Collected data
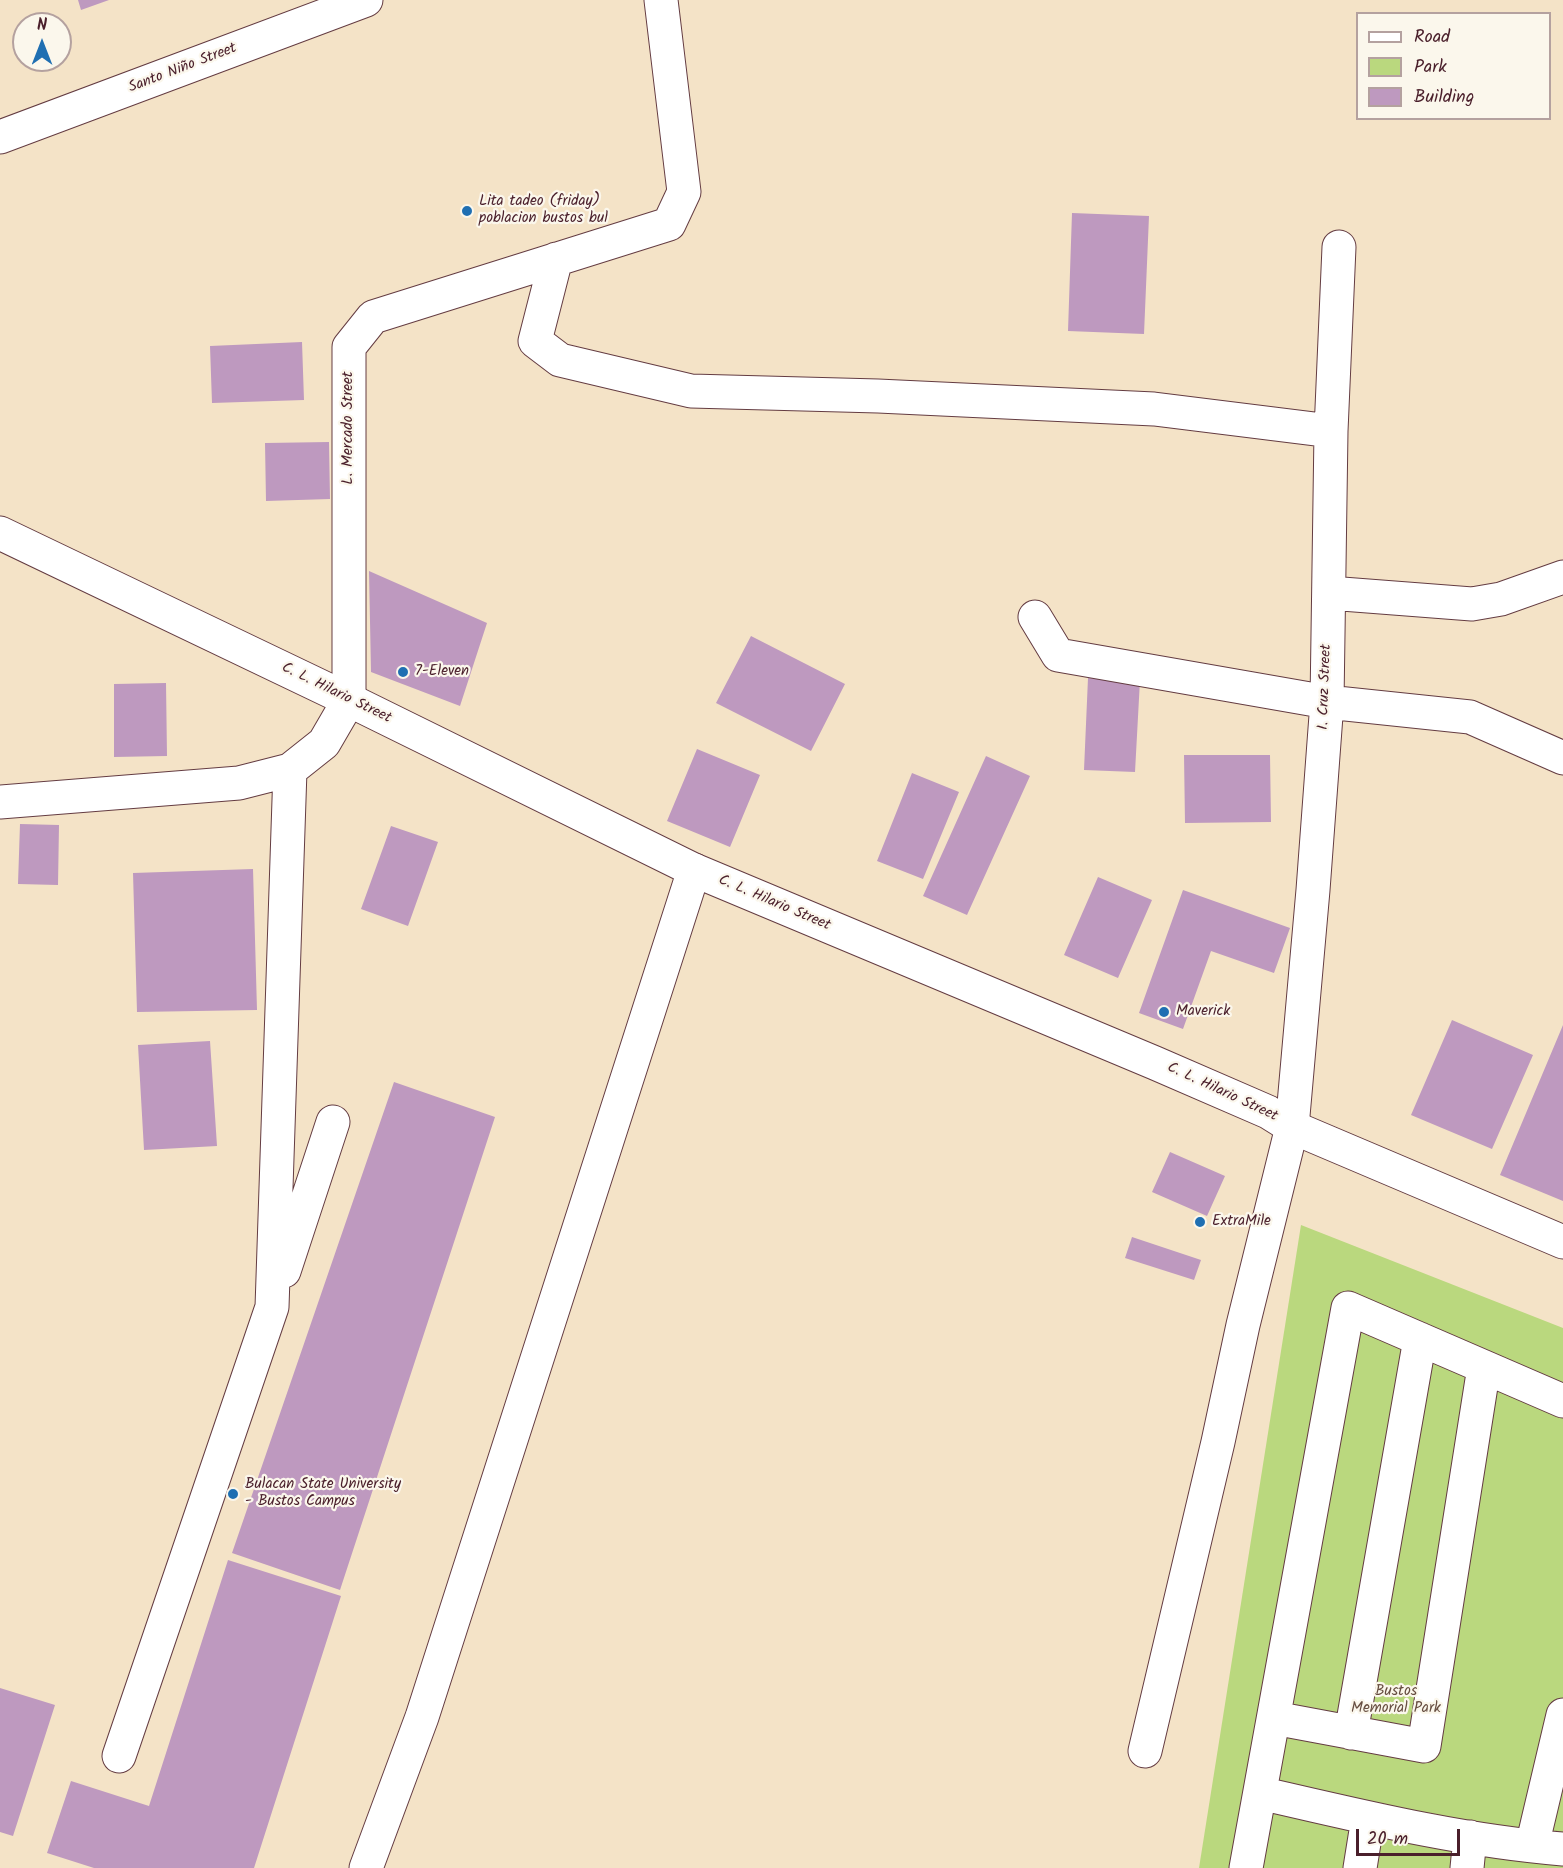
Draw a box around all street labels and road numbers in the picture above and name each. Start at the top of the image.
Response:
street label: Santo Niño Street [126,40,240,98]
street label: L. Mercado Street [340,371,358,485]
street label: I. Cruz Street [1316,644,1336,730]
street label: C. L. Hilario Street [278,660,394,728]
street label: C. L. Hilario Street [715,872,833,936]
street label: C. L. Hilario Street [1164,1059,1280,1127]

...

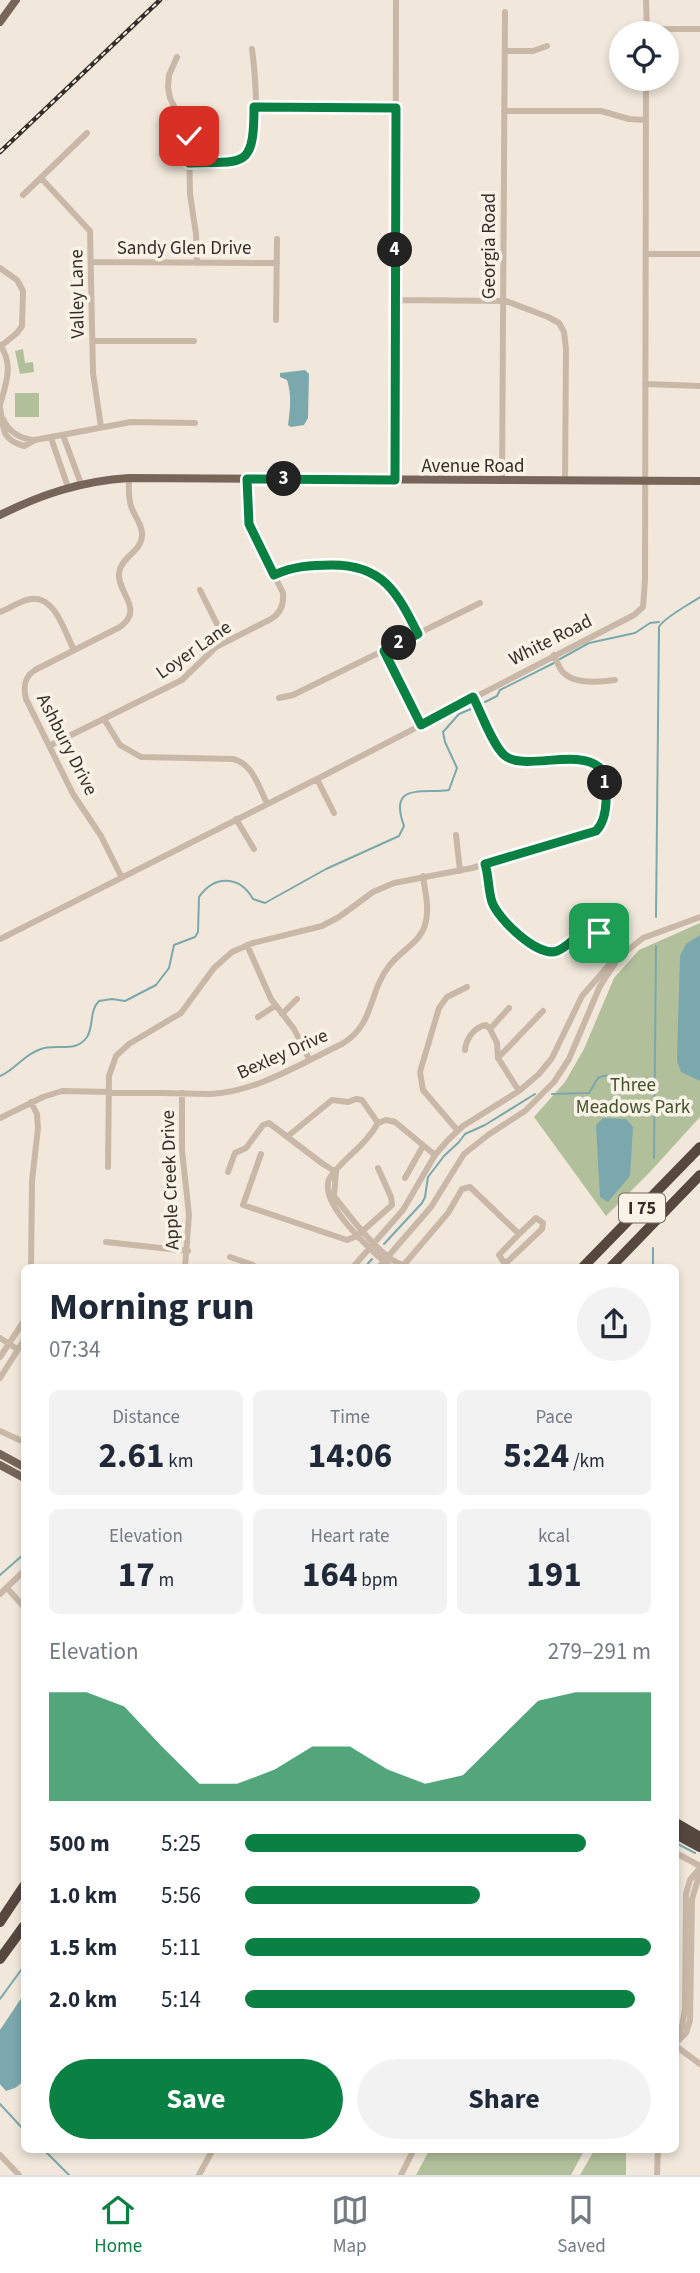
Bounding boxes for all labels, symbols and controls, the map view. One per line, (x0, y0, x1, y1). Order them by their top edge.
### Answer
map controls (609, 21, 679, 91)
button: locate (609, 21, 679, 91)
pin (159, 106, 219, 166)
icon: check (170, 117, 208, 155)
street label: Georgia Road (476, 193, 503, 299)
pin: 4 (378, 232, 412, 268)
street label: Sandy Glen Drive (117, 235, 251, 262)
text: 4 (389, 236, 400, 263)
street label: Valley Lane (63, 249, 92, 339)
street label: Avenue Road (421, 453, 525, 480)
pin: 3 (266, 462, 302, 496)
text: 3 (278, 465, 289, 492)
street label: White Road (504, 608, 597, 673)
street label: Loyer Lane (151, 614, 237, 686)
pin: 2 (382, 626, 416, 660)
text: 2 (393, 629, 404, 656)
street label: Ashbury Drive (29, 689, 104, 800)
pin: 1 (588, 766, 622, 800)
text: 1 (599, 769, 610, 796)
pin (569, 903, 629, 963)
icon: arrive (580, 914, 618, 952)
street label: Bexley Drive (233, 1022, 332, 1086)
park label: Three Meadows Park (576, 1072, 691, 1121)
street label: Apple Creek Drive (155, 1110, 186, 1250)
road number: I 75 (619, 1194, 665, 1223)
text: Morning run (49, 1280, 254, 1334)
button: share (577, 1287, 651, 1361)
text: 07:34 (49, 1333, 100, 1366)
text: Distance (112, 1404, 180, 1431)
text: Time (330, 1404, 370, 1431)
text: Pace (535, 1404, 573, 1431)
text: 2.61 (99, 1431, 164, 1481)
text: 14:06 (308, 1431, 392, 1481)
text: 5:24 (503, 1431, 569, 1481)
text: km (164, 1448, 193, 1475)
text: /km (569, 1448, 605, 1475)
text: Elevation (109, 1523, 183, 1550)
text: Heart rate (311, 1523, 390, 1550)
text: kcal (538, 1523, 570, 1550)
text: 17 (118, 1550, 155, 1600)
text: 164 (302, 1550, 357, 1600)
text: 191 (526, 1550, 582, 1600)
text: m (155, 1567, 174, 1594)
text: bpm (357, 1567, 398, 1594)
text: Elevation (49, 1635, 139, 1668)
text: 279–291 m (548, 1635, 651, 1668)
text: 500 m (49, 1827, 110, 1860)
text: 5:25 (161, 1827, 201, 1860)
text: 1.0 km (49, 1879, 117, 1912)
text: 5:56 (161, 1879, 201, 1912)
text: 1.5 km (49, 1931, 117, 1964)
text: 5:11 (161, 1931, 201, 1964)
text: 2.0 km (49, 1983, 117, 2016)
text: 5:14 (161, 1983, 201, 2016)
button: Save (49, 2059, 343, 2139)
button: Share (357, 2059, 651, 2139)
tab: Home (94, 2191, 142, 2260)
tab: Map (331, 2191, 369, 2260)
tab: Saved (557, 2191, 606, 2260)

#### [What is expected]
Wherever the string "labels" appears in the records, copy the whole line.

#### [Your solution]
Draw a box around all street labels and road numbers in the picture above and name each. Start at the top of the image.
Bounding boxes for all labels, symbols and controls, the map view. One per line, (x0, y0, x1, y1). Order them by their top edge.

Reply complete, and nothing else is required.